Eppure il Temporeggiatore sospettoso fino al midollo continuava ad scrutarlo. Il nero uomo pasticcere Pier gli appariva troppo contento...
Nell'anno seguente nel pieno della campagna invernale sui monti campani il tempo si volse al brutto e fece particolarmente freddo e nevicò senza sosta. Una sera il nero uomo pasticcere Pier prese un pugno di neve e lo mise in una coppa di vetro. Aggiunse una serie di ingredienti (latte, miele, vino speziato e succo di melograno) li mescolò con perizia e portò la coppa a Cunctator, nella cui tenda si stava discutendo le ultime fasi delle scorrerie future, il quale appena lo vide, alzò la mano e impose il silenzio.

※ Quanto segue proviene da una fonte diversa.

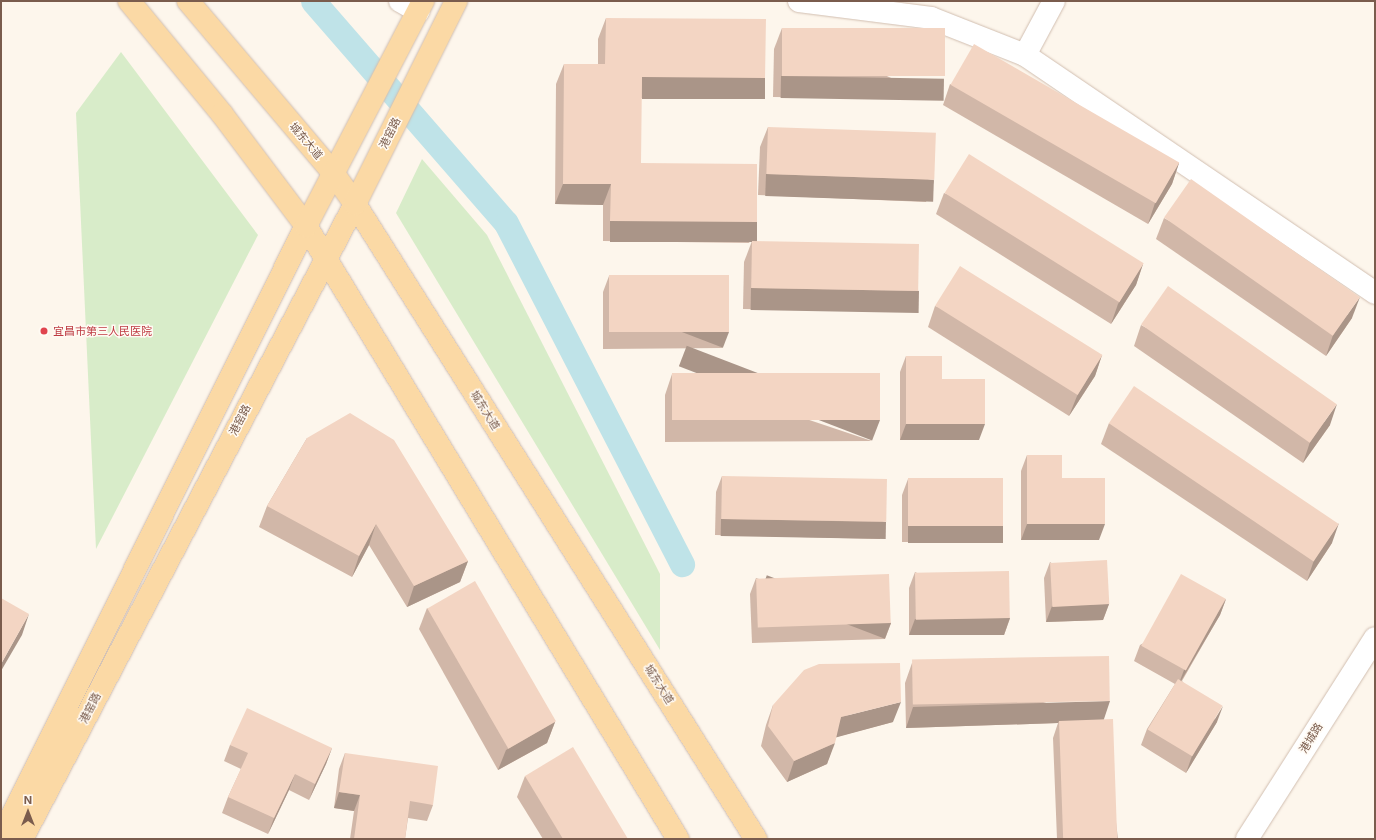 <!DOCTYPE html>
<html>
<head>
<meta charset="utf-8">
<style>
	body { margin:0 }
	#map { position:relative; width:1376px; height:840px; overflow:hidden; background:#fdf6ec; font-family:Inter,"Noto Sans SC",sans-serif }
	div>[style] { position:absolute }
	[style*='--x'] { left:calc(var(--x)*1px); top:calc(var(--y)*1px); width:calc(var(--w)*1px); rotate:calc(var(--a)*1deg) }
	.green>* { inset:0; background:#d8ecc9 }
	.canal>* { height:25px; margin:-12.5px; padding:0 12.5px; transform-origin:12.5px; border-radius:12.5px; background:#bfe3e8 }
	.roads { filter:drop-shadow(0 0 1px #d1beb0) drop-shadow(0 0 1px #d1beb0) }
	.minor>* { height:22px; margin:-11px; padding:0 11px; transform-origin:11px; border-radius:11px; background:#fff }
	.tertiary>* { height:22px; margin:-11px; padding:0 11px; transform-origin:11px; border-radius:11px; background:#fff }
	.primary>* { height:22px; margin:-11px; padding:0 11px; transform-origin:11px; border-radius:11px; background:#fbd9a5 }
	.wall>* { inset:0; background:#d1b7a8 }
	.shaded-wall>* { inset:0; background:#aa9588; transform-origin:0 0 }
	.building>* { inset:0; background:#f3d5c3; transform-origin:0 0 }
	.dots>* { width:11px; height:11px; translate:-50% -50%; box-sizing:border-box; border:2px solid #fffaf3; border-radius:50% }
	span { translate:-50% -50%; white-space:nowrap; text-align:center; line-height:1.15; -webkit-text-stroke:3px #fffaf3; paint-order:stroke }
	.street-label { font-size:11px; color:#7a5c4d }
	.health-label { font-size:11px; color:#be3a42 }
	.left { translate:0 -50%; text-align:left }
	.frame { position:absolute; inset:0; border:2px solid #7a5c4d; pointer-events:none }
	.north { position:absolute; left:8px; top:792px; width:40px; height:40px; -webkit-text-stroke:3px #fffaf3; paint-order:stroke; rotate:0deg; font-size:11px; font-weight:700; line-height:16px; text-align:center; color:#7a5c4d }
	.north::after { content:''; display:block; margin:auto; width:14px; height:18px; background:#7a5c4d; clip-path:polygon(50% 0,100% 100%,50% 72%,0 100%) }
</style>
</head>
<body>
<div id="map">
	<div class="green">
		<i style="clip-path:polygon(121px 52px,258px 235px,96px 549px,76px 113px)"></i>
		<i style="clip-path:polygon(422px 159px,487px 235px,660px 574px,660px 650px,396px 213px)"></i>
	</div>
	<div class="canal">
		<i style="--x:313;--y:1;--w:294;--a:49"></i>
		<i style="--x:506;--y:223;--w:384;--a:62.7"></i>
	</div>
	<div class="roads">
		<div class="minor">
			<i style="--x:400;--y:1;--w:21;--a:29"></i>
			<i style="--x:799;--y:1;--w:133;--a:7.3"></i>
			<i style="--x:931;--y:18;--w:101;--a:21.5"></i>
			<i style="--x:1025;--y:55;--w:423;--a:34.2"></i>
			<i style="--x:1025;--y:55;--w:61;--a:-61.8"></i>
		</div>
		<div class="tertiary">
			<i style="--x:1247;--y:839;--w:238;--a:-57.5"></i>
		</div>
		<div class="primary">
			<i style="--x:129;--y:1;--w:146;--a:50.5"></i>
			<i style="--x:222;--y:114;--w:140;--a:53.1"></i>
			<i style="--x:306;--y:226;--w:717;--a:58.75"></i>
			<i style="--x:188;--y:1;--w:226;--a:49.8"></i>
			<i style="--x:334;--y:174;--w:37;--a:55"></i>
			<i style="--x:355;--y:204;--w:751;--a:57.73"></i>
			<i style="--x:1;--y:838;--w:684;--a:-63.51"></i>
			<i style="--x:306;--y:226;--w:254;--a:-62.5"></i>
			<i style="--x:22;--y:839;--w:717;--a:-62.33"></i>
			<i style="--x:355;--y:204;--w:227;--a:-63.5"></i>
		</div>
	</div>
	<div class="wall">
		<i style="clip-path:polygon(606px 18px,765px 78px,758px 99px,641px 98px,641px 163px,750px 243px,603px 241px,603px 205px,555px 204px,556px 84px,564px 64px,598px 64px,598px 39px)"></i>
		<i style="clip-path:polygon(782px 28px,937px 99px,773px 97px,774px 49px)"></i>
		<i style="clip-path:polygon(950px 84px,1179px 163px,1172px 184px,1148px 224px,943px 105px)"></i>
		<i style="clip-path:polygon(768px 127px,934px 181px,926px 202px,758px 195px,760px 147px)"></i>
		<i style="clip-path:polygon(944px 193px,1143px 264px,1136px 285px,1111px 324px,936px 214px)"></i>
		<i style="clip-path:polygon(1164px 218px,1352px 318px,1326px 356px,1156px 239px)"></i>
		<i style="clip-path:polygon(752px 241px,919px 291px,911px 312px,743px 309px,744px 262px)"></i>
		<i style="clip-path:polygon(609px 276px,723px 348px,603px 349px,603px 292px)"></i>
		<i style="clip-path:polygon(935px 306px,1102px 355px,1095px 376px,1069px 416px,928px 327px)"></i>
		<i style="clip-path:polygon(1141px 325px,1330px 425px,1303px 463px,1134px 346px)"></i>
		<i style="clip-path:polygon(906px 356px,942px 379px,979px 440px,900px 440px,900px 372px)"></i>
		<i style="clip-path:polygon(672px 374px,872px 441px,665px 442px,665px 395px)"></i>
		<i style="clip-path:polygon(1109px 423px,1332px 543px,1307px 581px,1101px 444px)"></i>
		<i style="clip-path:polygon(307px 438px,468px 561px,460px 582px,407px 607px,369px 545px,352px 577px,259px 527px,267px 506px)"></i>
		<i style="clip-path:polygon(1027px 455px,1062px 478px,1099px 540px,1021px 540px,1021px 471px)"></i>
		<i style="clip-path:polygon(722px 476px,886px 522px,880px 539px,715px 535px,716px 492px)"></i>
		<i style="clip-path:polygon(908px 479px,1003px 526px,997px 542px,902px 542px,902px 495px)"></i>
		<i style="clip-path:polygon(1050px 562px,1109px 604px,1103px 620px,1046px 622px,1044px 578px)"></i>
		<i style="clip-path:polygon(915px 572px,1010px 618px,1004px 635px,909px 635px,909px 588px)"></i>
		<i style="clip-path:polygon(756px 578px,891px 623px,885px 639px,752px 643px,750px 594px)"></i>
		<i style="clip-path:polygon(1226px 599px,1220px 615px,1182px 681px,1217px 722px,1186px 773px,1141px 745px,1147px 729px,1175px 684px,1134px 661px,1140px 645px)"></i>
		<i style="clip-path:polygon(427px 608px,555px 722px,547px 743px,498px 770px,419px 629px)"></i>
		<i style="clip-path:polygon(912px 663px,1104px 720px,1118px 839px,1057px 839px,1053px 738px,1058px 723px,906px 728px,905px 683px)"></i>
		<i style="clip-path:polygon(773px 705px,893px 722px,836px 737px,827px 764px,787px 782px,761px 746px,766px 725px)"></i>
		<i style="clip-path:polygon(230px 745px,332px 748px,326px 764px,309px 800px,289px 790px,268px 834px,222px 813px,228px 797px,241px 769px,224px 761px)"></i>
		<i style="clip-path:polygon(345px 753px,433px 805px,427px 821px,408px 818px,405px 839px,350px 839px,354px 811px,334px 808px,339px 769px)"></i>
		<i style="clip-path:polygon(525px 776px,628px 839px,543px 839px,517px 797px)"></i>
	</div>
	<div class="shaded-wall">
		<i style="left:781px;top:76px;width:163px;height:22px;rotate:1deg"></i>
		<i style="left:642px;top:77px;width:123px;height:22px"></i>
		<i style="clip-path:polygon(1179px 163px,1172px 184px,1148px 224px,1155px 203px)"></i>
		<i style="left:766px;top:174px;width:168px;height:22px;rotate:2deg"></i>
		<i style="clip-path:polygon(563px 184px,611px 184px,603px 205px,555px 204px)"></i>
		<i style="left:610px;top:221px;width:147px;height:21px"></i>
		<i style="clip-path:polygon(1143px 264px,1136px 285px,1111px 324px,1118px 304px)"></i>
		<i style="left:751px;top:288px;width:168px;height:22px;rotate:1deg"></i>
		<i style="clip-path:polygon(1360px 297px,1352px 318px,1326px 356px,1333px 335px)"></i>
		<i style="left:729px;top:332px;width:17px;height:120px;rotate:111deg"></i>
		<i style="clip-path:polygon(1102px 355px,1095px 376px,1069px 416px,1077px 396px)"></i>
		<i style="clip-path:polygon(1337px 404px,1330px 425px,1303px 463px,1310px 442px)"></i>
		<i style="left:880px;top:420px;width:22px;height:207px;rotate:111deg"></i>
		<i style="clip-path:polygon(906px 424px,985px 424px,979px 440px,900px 440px)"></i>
		<i style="left:721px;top:519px;width:165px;height:17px;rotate:1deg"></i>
		<i style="clip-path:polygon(1339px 523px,1332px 543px,1307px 581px,1314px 560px)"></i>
		<i style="clip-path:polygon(376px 524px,369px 545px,352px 577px,359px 556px)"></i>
		<i style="clip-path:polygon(1027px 524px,1105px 524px,1099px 540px,1021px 540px)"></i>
		<i style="left:908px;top:526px;width:95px;height:17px"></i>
		<i style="clip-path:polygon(468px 561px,460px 582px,407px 607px,414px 586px)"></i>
		<i style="clip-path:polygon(1226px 599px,1220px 615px,1178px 686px,1184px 670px)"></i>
		<i style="clip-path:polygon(1109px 604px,1103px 620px,1046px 622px,1052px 606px)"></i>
		<i style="clip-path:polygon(29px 614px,22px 635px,1px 671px,1px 664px)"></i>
		<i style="clip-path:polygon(1010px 618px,1004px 635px,909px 635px,915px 619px)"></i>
		<i style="left:891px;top:623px;width:17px;height:133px;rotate:111deg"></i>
		<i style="clip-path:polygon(1110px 701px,1103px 722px,1059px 721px,1058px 723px,906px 728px,913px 707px)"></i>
		<i style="clip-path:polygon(901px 702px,893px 722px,834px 738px,841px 717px)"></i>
		<i style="clip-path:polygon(1223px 706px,1217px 722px,1186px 773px,1192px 756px)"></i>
		<i style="clip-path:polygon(555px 722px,547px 743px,498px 770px,506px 750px)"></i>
		<i style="clip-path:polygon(835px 743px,827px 764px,787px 782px,794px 761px)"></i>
		<i style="clip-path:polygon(332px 748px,326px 764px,309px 800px,315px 784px)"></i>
		<i style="clip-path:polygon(295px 774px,289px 790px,268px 834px,274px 818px)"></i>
		<i style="clip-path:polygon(339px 792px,360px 795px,354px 811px,334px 808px)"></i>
	</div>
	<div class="building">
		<i style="clip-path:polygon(606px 18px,766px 19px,765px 78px,642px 77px,641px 163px,757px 164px,757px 222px,610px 221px,611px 184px,563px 184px,564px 64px,605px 64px)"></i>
		<i style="left:782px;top:28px;width:163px;height:48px"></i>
		<i style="left:974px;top:44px;width:237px;height:47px;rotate:30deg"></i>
		<i style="left:768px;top:127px;width:168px;height:47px;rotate:2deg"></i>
		<i style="left:969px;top:154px;width:206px;height:46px;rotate:32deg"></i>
		<i style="left:1191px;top:179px;width:206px;height:47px;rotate:35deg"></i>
		<i style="left:752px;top:241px;width:167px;height:47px;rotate:1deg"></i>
		<i style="left:960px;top:266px;width:168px;height:47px;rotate:32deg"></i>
		<i style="left:729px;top:275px;width:57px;height:120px;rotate:90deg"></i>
		<i style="left:1168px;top:286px;width:206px;height:47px;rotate:35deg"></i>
		<i style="clip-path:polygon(906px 356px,942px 356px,942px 379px,985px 379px,985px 424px,906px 424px)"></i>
		<i style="left:880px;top:373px;width:47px;height:208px;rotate:90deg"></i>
		<i style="left:1134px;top:386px;width:247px;height:45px;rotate:34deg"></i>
		<i style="clip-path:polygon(350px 413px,394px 440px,468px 561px,414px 586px,376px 524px,359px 556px,267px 506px,307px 438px)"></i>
		<i style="clip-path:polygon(1027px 455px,1062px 455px,1062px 478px,1105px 478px,1105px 524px,1027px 524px)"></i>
		<i style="left:722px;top:476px;width:165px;height:43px;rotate:1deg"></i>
		<i style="left:1003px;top:478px;width:48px;height:95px;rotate:90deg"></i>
		<i style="left:1107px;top:560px;width:44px;height:57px;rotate:87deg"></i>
		<i style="left:1009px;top:571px;width:47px;height:94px;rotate:89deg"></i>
		<i style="left:889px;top:574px;width:49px;height:133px;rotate:88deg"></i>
		<i style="left:1181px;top:574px;width:51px;height:82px;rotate:29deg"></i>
		<i style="left:475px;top:581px;width:162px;height:55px;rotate:60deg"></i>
		<i style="clip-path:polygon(1px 598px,29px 614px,1px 664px)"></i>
		<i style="left:1109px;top:656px;width:45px;height:197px;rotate:89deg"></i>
		<i style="clip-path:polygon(900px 663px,901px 702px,841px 717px,835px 743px,794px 761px,768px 726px,773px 705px,804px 670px,819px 664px)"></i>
		<i style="left:1178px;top:679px;width:52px;height:59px;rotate:31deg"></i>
		<i style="clip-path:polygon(247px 708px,332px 748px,315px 784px,295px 774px,274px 818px,228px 797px,248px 753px,230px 745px)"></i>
		<i style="left:1113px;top:719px;width:120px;height:54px;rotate:88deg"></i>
		<i style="clip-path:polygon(573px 747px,628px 839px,563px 839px,525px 776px)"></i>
		<i style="clip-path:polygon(345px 753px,438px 766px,433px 805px,410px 801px,405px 839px,354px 839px,360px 795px,339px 792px)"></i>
	</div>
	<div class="dots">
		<i style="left:44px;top:331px;background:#e0444e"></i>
	</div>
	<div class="street-label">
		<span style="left:390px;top:133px;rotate:-64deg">港窑路</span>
		<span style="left:306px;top:141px;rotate:50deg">城东大道</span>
		<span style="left:485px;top:410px;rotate:58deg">城东大道</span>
		<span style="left:240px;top:420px;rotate:-63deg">港窑路</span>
		<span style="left:659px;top:684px;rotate:58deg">城东大道</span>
		<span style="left:90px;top:708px;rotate:-63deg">港窑路</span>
		<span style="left:1311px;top:738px;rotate:-58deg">港城路</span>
	</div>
	<div class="health-label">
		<span class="left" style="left:53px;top:331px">宜昌市第三人民医院</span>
	</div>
	<div class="frame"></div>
	<div class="north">N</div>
</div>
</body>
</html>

Il nero uomo pasticcere Pier si avvicinò e gli diede la coppa:
'Generale, spero che questo le piaccia, Annibale non aveva apprezzato, ma narra la leggenda che fosse la bevanda preferita di Alessandro Magno''
Il nero uomo pasticcere Pier porse un bastoncino cavo e disse 'Aspirate'. Cunctator aspirò succhiando e rimase fulminato. Era una sensazione nuova, sconosciuta ma nello stesso tempo antica. Come essere tornati bambini ed essere vecchi ugualmente. Nell'attimo che il gelo gli prese tutte le papille gustative, aggiungendovi zuccheri e mieli dorati e vino speziato, Cunctator chiuse gli occhi e gli arrivò inaspettata l'illuminazione e si vide le battaglie seguenti, le sconfitte subite per raggiungere l'agognata vittoria romana e la fine di Cartagine. Aprì gli occhi dopo un lungo momento e chiese sovrappensiero
'Com'è che conosci la nostra lingua?'
Rispose il nero uomo pasticcere Pier sorridendo coi suoi bianchi denti:
'Mia madre mi obbligava ogni mattina a studiare la vostra lingua. Diceva: conosci la lingua del nemico e conoscerai il nemico'
Cunctator piegò la testa aspirò un altro sorso e di nuovo scrutò Pier
'Ci conosci?'
Il nero uomo pasticcere Pier continuò a sorridere:
'Oh no mio generale! ma una cosa l'ho capita: che siete aperti alle novità e siete flessibili. Solo per questo vincerete la guerra. Da tempo per me i nemici sono coloro che non sanno di cibo.'
Il Temporeggiatore lo squadrò:
'Ne sei sicuro? Come mai sei fuggito e hai tradito la tua gente?'
Il nero uomo pasticcere Pier non sorrise più:
'Io non tradisco nessuno, e i cartaginesi non sono la mia gente. Io vengo da terre lontane e mia madre vi conosceva bene benchè lontana. Ho studiato per lavoro in Libano e in Sirya. E vado dove qualcuno apprezza il mio lavoro. E il mio lavoro è molto tecnico e non tutti sono in grado di apprezzarlo, ma voi lo apprezzate. Anche se siete poco civilizzati capite bene la differenza tra cose inferiori e cose superiori. Generale lei ama i cibi che preparo. Ama il mio lavoro. E il mio lavoro è tutto per me.'
Cunctator sorrise e tutti i presenti ne rimasero allibiti, che si sapeva il Temporeggiatore NON sorrideva mai, soprattutto perché il cuoco gli aveva appena offesi definendoli incivili.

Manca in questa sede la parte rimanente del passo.